Content starts

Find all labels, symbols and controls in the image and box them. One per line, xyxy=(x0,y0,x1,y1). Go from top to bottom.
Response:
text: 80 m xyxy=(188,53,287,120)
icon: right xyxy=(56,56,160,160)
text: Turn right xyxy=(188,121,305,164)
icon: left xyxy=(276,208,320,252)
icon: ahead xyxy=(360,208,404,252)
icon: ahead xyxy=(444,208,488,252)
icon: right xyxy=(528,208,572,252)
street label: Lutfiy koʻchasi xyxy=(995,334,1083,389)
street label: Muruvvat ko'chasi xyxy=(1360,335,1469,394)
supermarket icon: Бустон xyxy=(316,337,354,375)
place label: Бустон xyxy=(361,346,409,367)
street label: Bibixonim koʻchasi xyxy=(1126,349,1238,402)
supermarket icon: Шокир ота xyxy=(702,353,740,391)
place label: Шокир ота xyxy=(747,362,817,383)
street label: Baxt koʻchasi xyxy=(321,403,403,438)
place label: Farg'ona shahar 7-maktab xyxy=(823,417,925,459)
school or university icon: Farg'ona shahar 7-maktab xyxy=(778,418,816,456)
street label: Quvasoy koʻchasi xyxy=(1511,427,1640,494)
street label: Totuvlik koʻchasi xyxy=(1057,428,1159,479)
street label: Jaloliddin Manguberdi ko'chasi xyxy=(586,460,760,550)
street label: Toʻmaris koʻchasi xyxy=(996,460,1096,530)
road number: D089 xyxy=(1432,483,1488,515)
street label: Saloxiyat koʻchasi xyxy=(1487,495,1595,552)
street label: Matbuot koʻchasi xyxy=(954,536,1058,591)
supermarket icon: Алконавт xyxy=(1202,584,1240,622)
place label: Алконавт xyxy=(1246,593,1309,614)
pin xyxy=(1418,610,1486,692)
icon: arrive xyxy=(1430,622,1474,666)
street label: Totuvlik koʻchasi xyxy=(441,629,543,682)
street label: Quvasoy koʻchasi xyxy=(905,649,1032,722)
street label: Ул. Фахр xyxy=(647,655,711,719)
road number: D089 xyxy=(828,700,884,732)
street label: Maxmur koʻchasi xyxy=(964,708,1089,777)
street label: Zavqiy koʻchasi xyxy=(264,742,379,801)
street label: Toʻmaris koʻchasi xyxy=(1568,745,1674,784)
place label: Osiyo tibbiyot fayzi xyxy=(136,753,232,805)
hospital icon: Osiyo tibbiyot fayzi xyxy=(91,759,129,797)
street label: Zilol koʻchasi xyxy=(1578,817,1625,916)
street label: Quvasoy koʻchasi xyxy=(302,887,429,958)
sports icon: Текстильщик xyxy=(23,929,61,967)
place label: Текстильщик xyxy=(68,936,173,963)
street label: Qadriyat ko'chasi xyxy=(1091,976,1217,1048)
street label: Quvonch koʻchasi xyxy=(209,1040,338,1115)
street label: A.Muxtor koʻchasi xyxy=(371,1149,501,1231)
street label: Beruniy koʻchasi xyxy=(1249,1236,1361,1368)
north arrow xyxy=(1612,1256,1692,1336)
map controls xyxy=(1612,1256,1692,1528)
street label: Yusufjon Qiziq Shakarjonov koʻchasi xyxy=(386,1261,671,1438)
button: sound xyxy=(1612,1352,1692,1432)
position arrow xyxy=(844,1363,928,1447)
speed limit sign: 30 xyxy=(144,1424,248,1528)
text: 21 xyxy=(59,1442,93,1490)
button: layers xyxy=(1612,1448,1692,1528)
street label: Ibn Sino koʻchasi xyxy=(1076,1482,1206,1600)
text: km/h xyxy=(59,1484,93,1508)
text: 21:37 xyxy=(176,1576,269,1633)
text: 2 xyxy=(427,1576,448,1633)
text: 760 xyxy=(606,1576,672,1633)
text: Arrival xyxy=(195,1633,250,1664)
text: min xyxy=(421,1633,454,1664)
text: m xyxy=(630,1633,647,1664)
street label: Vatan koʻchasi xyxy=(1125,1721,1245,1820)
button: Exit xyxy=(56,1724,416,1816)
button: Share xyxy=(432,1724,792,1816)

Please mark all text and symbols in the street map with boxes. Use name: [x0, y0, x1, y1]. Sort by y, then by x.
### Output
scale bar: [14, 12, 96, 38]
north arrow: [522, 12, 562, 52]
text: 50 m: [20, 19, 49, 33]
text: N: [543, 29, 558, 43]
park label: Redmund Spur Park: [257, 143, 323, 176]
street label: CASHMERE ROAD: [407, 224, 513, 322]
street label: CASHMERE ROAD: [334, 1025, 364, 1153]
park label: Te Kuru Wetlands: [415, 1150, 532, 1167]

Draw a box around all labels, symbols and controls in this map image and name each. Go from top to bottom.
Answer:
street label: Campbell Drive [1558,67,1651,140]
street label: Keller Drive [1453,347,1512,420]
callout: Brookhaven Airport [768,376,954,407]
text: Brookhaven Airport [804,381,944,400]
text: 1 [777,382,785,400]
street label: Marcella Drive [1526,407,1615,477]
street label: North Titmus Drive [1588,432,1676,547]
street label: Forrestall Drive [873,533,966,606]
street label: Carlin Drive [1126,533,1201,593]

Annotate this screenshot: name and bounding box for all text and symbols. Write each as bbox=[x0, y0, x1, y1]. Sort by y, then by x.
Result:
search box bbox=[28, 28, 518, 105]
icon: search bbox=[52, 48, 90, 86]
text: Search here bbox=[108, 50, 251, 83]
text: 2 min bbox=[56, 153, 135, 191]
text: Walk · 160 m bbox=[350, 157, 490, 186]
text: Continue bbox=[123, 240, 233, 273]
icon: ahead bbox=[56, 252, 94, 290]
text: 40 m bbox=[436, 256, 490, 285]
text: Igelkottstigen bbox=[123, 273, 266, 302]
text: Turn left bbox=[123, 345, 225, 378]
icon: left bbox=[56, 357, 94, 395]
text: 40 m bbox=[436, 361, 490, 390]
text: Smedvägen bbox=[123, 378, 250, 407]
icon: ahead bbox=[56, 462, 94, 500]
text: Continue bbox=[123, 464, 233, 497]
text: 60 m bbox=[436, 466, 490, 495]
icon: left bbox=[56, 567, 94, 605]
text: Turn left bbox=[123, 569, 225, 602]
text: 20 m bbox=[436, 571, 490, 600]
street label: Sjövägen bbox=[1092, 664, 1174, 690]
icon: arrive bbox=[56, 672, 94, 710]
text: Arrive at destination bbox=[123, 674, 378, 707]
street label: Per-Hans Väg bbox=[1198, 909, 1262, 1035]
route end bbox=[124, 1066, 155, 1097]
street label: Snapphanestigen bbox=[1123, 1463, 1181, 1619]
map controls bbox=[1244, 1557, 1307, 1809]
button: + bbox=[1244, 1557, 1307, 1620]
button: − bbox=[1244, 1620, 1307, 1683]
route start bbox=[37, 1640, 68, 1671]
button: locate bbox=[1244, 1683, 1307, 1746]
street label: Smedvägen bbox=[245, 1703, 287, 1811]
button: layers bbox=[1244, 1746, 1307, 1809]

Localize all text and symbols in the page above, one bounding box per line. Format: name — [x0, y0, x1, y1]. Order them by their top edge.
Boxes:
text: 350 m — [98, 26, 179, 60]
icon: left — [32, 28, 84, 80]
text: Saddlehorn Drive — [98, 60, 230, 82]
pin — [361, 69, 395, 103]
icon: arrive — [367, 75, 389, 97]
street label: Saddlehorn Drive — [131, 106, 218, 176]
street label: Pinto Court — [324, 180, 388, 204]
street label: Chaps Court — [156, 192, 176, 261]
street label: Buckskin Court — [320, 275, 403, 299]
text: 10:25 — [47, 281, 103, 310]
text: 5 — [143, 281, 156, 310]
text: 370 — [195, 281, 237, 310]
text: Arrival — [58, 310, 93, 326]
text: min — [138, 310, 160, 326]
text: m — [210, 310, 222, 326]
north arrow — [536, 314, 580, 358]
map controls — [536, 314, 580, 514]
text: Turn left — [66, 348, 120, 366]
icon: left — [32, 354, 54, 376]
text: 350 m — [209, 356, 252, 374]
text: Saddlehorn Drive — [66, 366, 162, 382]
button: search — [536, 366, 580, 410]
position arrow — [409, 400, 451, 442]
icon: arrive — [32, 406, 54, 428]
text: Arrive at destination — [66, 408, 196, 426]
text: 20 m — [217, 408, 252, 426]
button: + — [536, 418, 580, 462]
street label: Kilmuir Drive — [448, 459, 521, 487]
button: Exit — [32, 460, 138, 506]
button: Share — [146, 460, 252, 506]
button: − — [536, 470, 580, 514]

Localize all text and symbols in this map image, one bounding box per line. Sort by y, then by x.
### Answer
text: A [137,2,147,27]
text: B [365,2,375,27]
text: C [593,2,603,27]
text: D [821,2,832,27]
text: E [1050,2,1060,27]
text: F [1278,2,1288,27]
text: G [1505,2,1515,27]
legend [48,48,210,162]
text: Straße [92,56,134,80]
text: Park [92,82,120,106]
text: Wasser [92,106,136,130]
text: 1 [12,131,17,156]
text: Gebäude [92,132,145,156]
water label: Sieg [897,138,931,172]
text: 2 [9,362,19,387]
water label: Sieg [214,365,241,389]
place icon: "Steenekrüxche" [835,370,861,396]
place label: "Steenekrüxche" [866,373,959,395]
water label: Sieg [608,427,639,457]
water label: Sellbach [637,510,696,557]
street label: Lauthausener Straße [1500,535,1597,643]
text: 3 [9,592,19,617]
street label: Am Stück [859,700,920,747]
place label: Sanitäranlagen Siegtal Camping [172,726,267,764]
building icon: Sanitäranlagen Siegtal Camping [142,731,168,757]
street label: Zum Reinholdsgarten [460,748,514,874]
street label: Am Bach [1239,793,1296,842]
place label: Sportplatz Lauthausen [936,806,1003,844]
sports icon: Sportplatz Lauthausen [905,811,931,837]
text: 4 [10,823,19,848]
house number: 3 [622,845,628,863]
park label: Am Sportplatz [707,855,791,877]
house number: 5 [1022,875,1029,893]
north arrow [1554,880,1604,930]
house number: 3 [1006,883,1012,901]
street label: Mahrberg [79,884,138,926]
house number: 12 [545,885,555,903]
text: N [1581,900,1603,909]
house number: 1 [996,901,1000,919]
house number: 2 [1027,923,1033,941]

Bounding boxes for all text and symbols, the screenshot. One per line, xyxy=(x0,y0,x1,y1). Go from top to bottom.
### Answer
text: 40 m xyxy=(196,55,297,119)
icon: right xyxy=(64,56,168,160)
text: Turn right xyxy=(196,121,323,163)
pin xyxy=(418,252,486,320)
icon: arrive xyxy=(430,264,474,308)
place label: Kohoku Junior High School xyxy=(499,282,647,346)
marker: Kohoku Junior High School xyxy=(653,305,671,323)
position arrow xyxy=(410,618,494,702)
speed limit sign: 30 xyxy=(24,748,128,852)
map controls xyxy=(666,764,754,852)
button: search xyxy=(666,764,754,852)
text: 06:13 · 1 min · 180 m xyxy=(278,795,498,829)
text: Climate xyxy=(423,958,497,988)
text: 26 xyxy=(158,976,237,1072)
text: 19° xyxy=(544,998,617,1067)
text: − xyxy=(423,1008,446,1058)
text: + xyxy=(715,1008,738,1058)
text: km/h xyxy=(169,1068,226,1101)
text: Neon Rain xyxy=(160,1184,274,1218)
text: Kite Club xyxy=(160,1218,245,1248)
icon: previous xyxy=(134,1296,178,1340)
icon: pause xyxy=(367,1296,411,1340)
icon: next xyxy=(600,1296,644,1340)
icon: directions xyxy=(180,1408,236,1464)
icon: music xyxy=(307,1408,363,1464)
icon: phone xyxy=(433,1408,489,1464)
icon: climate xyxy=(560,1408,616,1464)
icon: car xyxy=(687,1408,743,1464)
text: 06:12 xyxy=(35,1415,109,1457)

Content ends

For this exercise, please output exactly the lines above starting at the line with "Annotate this screenshot: name" and ending at the line with "Localize all text and symbols in the", ends included.

- **Response to this exercise**
Annotate this screenshot: name and bounding box for all text and symbols. Write each as bbox=[x0, y0, x1, y1]. Sort by y, then by x.
Result:
search box bbox=[28, 28, 518, 105]
icon: search bbox=[52, 48, 90, 86]
text: Search here bbox=[108, 50, 251, 83]
text: 2 min bbox=[56, 153, 135, 191]
text: Walk · 160 m bbox=[350, 157, 490, 186]
text: Continue bbox=[123, 240, 233, 273]
icon: ahead bbox=[56, 252, 94, 290]
text: 40 m bbox=[436, 256, 490, 285]
text: Igelkottstigen bbox=[123, 273, 266, 302]
text: Turn left bbox=[123, 345, 225, 378]
icon: left bbox=[56, 357, 94, 395]
text: 40 m bbox=[436, 361, 490, 390]
text: Smedvägen bbox=[123, 378, 250, 407]
icon: ahead bbox=[56, 462, 94, 500]
text: Continue bbox=[123, 464, 233, 497]
text: 60 m bbox=[436, 466, 490, 495]
icon: left bbox=[56, 567, 94, 605]
text: Turn left bbox=[123, 569, 225, 602]
text: 20 m bbox=[436, 571, 490, 600]
street label: Sjövägen bbox=[1092, 664, 1174, 690]
icon: arrive bbox=[56, 672, 94, 710]
text: Arrive at destination bbox=[123, 674, 378, 707]
street label: Per-Hans Väg bbox=[1198, 909, 1262, 1035]
route end bbox=[124, 1066, 155, 1097]
street label: Snapphanestigen bbox=[1123, 1463, 1181, 1619]
map controls bbox=[1244, 1557, 1307, 1809]
button: + bbox=[1244, 1557, 1307, 1620]
button: − bbox=[1244, 1620, 1307, 1683]
route start bbox=[37, 1640, 68, 1671]
button: locate bbox=[1244, 1683, 1307, 1746]
street label: Smedvägen bbox=[245, 1703, 287, 1811]
button: layers bbox=[1244, 1746, 1307, 1809]

Localize all text and symbols in the page above, one bounding box per line. Format: name — [x0, y0, x1, y1]. Order them by their top edge.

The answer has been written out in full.